Ivan Toney, who served a ban for betting on football, plays for a club owned by a player and sponsored by an online bookmaker Credit: Getty Images/Ian Kruger
Sandro Tonali's second FA gambling charge is a disgrace to the English game, which wants to show it is doing something about the ubiquity of the betting industry but can't stop taking money from it.< /p>
The same thing happened when Ivan Toney finally won his second cap for England last week and scored his first goal for his country under the same governing body that banned him for eight months for breaking gambling rules. Football knows its relationship with the giant online sports betting industry is problematic. The ban on betting and gambling sponsorships in 2026 is a symbolic gesture intended to signal disapproval that will disproportionately affect the least wealthy.
Online betting companies, many of which target overseas consumers of Premier League football watching from afar on television, will continue to flood the game. The most sensible way for football to benefit from its significant intellectual property would be through legislation imposing a levy on football similar to that on horse racing. Part of this may be teaching players and fans not to fall into the same black hole as Tonali.
The Premier League's ban on gambling advertising on shirts from the start of the 2026-27 season will make little difference. Clubs will still be allowed to sign betting partners. Millions of pounds will be spent advertising betting on LED boards around the perimeter and in the streets around stadiums. Same tiresome PR stunts, same free bets on games to convince you to download the app.
What it will do is cut into the income of the league's smaller clubs, for whom, unfortunately, online betting and cryptocurrency transactions are often the only things on the agenda. The biggest clubs that can attract software giants, financial services or airlines from the Middle East will largely be unaffected. T-shirts will look better. The game will sense that the line has been set. But it's just a gesture. Betting marketing will still be everywhere. However, access to their money will be closed to those whose commercial income is far from the income of the largest clubs.

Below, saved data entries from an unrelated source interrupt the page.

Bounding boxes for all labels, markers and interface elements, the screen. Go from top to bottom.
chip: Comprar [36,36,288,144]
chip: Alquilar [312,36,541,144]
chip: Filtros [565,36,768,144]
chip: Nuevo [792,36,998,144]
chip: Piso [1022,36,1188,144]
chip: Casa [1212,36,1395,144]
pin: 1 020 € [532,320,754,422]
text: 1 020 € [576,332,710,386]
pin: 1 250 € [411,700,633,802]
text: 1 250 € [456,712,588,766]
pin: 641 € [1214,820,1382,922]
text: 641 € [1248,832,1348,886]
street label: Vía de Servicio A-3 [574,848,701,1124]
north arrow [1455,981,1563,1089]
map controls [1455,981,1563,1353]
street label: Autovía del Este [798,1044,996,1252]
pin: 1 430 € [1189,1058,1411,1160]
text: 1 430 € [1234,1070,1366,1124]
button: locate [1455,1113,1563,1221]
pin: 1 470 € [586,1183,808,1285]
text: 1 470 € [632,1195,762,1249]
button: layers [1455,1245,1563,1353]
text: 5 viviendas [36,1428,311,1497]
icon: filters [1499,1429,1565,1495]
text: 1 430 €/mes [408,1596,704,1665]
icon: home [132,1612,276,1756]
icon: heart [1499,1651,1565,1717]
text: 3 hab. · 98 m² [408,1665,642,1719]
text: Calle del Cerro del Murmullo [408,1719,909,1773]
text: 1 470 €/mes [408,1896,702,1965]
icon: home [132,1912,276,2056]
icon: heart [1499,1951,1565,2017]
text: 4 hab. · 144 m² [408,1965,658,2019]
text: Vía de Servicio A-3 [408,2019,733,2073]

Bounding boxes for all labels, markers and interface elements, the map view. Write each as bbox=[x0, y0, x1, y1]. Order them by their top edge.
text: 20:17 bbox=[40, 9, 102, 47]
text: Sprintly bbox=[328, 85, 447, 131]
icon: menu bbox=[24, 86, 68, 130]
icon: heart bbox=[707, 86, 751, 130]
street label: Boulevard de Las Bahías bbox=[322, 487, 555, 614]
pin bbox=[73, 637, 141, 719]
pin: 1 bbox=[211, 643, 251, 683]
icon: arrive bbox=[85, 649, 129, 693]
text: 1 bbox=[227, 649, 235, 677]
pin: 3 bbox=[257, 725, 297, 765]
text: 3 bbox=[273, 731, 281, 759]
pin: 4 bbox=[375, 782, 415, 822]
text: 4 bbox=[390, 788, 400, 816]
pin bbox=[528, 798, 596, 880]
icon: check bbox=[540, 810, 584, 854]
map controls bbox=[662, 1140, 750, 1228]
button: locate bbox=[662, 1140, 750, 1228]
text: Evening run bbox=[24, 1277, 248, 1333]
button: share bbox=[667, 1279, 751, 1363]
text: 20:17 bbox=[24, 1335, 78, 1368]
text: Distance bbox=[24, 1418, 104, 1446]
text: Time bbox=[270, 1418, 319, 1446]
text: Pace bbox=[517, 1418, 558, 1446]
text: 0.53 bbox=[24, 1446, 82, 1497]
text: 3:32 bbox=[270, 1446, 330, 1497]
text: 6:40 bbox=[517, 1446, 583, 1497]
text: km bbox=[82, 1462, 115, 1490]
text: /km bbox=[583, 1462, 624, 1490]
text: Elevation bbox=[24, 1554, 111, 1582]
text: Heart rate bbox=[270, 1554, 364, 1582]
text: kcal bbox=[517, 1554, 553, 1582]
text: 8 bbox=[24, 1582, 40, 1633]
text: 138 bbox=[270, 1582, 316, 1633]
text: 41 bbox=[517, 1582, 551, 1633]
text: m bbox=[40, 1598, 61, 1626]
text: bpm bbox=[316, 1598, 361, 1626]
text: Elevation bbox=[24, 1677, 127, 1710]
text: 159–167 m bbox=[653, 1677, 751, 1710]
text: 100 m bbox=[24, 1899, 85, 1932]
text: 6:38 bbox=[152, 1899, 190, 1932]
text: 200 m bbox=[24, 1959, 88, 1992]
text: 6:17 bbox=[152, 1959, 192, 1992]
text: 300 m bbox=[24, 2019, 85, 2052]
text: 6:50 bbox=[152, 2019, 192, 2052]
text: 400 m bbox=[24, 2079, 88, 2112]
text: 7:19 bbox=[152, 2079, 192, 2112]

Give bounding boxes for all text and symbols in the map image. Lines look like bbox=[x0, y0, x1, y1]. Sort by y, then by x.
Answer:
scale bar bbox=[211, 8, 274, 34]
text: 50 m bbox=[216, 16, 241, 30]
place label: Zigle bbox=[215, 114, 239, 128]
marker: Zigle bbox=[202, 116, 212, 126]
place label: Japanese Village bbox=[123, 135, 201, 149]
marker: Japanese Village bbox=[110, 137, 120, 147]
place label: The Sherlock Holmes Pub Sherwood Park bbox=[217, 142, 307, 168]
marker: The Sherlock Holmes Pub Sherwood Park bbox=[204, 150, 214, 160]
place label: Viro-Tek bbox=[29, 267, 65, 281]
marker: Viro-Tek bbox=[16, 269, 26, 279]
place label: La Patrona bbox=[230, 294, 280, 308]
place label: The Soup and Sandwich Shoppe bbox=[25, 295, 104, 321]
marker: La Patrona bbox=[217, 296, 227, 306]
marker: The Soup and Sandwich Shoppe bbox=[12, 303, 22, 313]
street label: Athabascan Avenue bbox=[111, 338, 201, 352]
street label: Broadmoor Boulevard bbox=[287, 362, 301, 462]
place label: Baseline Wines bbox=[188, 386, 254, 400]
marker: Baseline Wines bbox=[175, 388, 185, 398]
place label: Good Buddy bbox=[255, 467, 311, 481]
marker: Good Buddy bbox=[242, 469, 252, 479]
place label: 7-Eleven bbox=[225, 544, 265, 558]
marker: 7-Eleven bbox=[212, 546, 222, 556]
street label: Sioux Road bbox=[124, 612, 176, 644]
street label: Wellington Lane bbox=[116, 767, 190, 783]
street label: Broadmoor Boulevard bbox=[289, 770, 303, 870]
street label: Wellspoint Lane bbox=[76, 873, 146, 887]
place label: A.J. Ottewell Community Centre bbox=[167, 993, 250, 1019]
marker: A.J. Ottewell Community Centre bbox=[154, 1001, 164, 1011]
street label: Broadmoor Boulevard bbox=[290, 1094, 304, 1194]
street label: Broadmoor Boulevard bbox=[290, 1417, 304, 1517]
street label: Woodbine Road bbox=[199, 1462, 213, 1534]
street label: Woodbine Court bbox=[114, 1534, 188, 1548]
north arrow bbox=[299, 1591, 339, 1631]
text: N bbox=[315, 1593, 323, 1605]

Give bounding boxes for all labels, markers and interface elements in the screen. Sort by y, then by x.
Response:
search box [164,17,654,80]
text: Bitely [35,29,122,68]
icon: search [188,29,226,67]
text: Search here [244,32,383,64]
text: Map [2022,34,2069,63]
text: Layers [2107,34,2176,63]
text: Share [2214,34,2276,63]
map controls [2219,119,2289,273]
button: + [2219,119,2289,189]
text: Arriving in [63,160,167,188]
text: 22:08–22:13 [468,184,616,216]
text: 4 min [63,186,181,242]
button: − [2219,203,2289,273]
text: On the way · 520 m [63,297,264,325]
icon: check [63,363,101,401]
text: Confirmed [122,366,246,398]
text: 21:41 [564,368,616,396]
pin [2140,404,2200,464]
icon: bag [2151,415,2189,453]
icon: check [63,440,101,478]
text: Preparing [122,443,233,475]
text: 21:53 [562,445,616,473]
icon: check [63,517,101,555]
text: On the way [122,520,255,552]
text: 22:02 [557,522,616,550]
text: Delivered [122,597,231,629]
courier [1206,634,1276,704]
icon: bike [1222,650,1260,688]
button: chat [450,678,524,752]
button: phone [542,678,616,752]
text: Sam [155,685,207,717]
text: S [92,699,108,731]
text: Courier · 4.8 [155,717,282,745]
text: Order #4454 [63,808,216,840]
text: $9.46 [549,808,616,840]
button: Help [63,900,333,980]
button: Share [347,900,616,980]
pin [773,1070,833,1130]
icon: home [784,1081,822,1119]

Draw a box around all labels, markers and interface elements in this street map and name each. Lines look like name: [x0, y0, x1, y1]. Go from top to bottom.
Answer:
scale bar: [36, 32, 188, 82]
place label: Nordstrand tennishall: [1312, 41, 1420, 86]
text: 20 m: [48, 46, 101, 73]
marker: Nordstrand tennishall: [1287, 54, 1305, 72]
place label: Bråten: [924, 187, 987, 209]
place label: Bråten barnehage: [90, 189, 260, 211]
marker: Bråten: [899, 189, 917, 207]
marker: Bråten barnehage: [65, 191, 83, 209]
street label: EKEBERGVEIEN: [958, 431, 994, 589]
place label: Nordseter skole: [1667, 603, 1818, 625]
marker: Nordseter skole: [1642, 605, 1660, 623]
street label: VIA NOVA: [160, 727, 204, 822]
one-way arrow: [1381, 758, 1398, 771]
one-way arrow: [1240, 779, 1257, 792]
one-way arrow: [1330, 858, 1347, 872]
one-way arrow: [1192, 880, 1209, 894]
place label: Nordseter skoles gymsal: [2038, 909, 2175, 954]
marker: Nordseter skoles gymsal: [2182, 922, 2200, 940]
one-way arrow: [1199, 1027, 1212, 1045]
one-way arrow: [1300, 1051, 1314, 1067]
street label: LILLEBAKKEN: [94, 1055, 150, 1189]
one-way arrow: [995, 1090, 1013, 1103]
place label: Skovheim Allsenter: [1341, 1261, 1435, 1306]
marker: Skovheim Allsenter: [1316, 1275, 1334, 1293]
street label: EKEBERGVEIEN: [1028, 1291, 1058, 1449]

An online betting deal on a team expected to finish in the bottom half of the Premier League could cost between £4 million and £10 million a year, depending on the state of the market. Fewer bibs available and an influx of companies trying to enter the market will drive more deals. For the 20th Premier League club to reach the Championship play-offs, this can sometimes work in its favor and sometimes not.
In the summer of 2022, Nottingham Forest — who entered Wembley on May 29 — began the next season in the Premier League without a sponsor. At the start of his second season in the Premier League, Forest, like many others who had held the position before, signed a contract with an online sports betting company.
Like others, they will find that these companies are among the few that can make quick decisions. They can close a profitable deal in a matter of weeks. Trying to attract a large corporate organization such as Standard Chartered in Liverpool or the former 3 Mobile of Chelsea can take more than 12 months of courtship and negotiations. There is simply no time now to sell newly promoted clubs with front shirts, relatively modest reputations and the pressure to quickly increase commercial revenues.
Many of these gambling companies are aimed at making huge profits from Chinese players in a country where Gambling is officially prohibited.
A far cry from what appears to be an innocent golden age of English football sponsorship: the 1980s. T-shirts were adorned by Japanese electronics companies, beer brands, car manufacturers or simply the West Bromwich Albion anti-smoking campaign. Even if these industries want to fill the void left by online betting in 2026, it's likely that the deals that are struck will have nothing to do with what these clubs can make from sports betting. In the meantime, the game closes its nose and chases money.
Aston Villa, aiming to become a Champions League club next season, have signed a two-year deal worth up to £20 million a year with Greek online betting company Betano, leaving Villa facing a ban. The fact that a club of Villa's stature is still in this market shows how difficult it is to attract deals. Shirt sponsorship has always been a difficult market, with brands requiring some convincing to sign expensive deals in exchange for benefits that are difficult to measure.
The odds are that the biggest clubs will always be attractive, including others — financial services brands with big marketing budgets vying for a breakthrough. For smaller clubs, where Premier League status can be won or lost every season, it is more difficult.
The sad story of Tonali and his gambling addiction is unlikely to change because he will no longer have a shirt with the name of the gambling company on his hook. At the rate he is receiving FA charges, it will probably be 2026 by the time he plays again.
The game is already drowning in stakes. Brighton and Hove Albion and Brentford are owned by people who have made their fortunes from the gambling industry. The same goes for the Coates family, who are trying in vain to get Stoke back into the Premier League. Meanwhile, football likes to pretend that it is defending its position. No gambling logos on children's size T-shirts. The FA has decided not to use a gambling partner. But these are individual positions against an overwhelming trend.
The tax will allow clubs to get a fair price from those betting companies that exploit football and the global obsession with the game to make huge profits. Hand-wringing over jersey brand bets just deprives the league's poor bottom half of another source of income. It would be much wiser to tax the betting industry for exploiting a sport it already dominates, but it is too late to save Tonali's reputation.